It’s that time of year again, when you have to decide the who, what, where, how, why and when of Christmas.
Who to invite, what to buy, where to have it, and how on earth you are going to get it all done on top of all your other work and family responsibilities.
Apart from present list, there is that other list – the not present list – of who to invite, or not.
Christmas is the time of year where family alignments must be acknowledged, which adds hugely to the stress.
If your family is like ours – divided by feuds that go back generations – this can be very distressing, especially if the feuds are not of your making.
For us, this always meant that Christmas was a very small and largely private affair, just the four of us mostly, or with our parents later or on Boxing Day, or even the week before if that wasn’t convenient for them.

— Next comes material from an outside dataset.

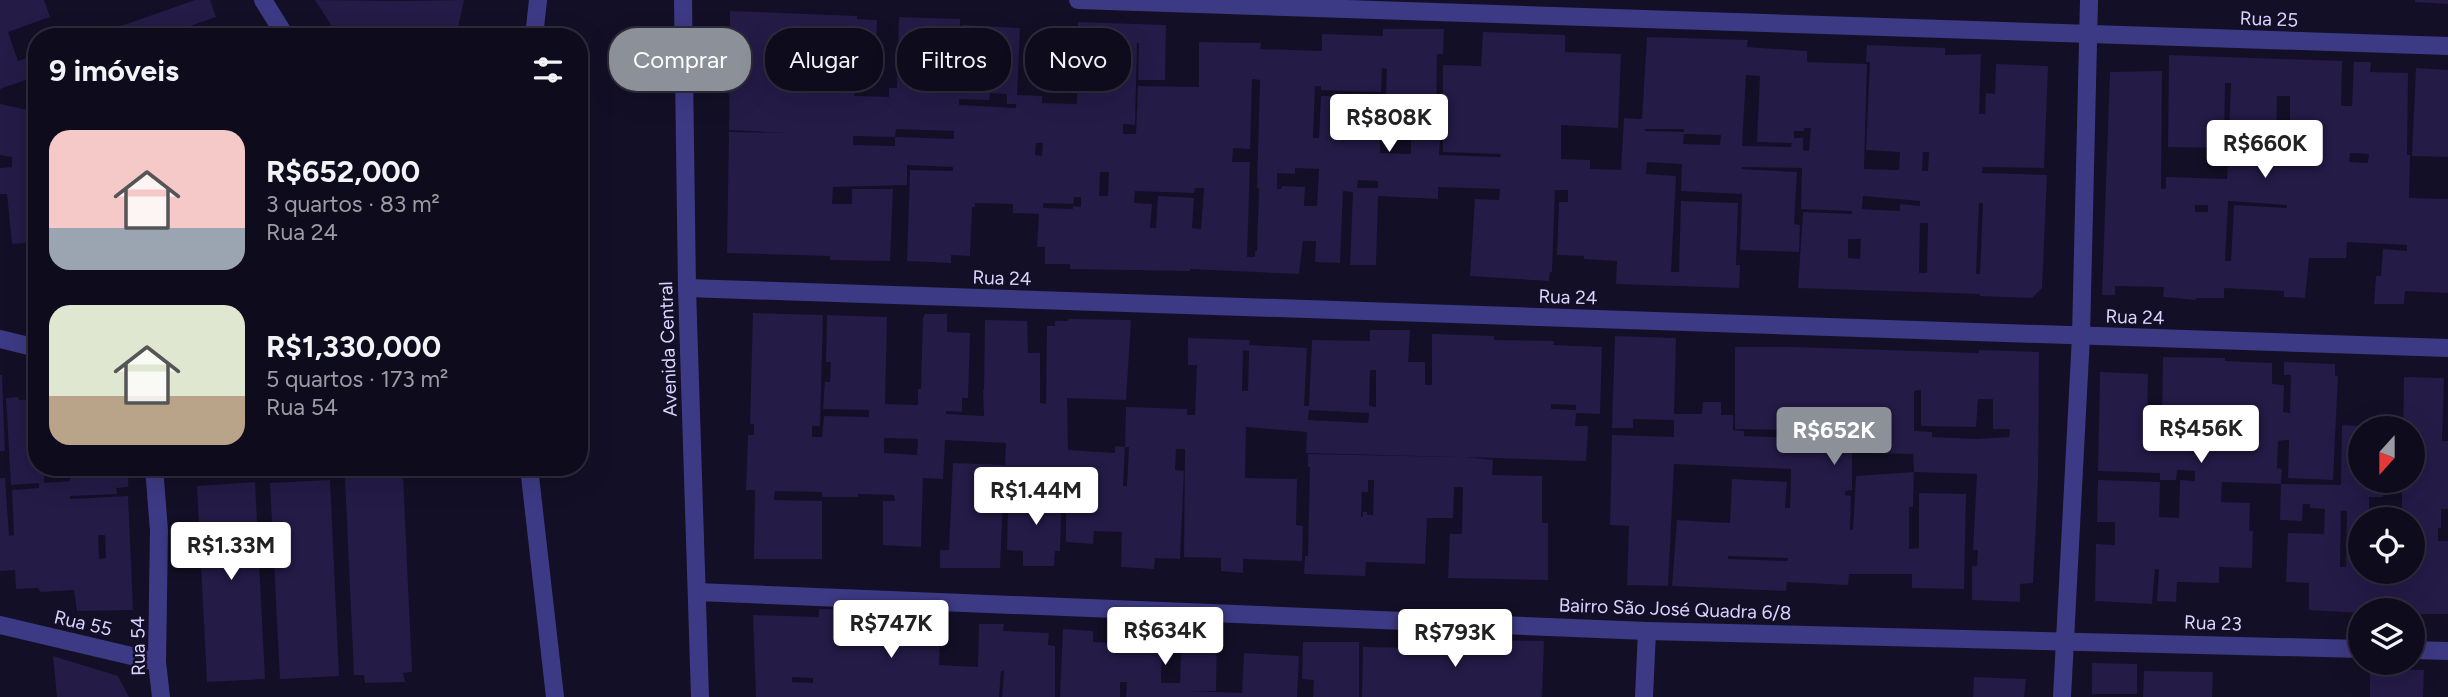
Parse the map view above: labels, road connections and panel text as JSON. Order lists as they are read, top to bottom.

This was fine when the children were small as the void could be filled with the fuss of Christmas.
But as the children grew older and the presents smaller and more expensive and there was less fanfare, the four of us sitting around the table with our Christmas hats and bon-bons, eating food that we could, in reality, eat at any other time of the year seemed a little sad.

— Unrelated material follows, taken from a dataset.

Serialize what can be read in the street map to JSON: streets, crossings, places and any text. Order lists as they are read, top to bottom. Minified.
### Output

Like many others in this situation our friends were our family for the rest of the year, but at Christmas most families regroup and are not available or the tyranny of distance makes getting together impossible.
We went to hotels some years, or on holidays, but still, for us, Christmas is a time of absence as well as presents.
The effect of this over the years has been to create insecurity as well as envy for those who seem to be surrounded by a large safety net of family members who have each other’s welfare at heart.
It also creates a sense that you are largely alone in the world – whether this true of not.
This is not as overt or justified as the pain felt by people who have much bigger problems, such as homelessness or no family at all – and therefore it makes me feel a little self-indulgent and guilty.
But it makes Christmas difficult, especially for me as the unofficial Head of the Family Entertainment Committee.
Like most women, I have taken responsibility for Christmas and family emotions generally for the past 30 years, filling the void with too many presents and too much food.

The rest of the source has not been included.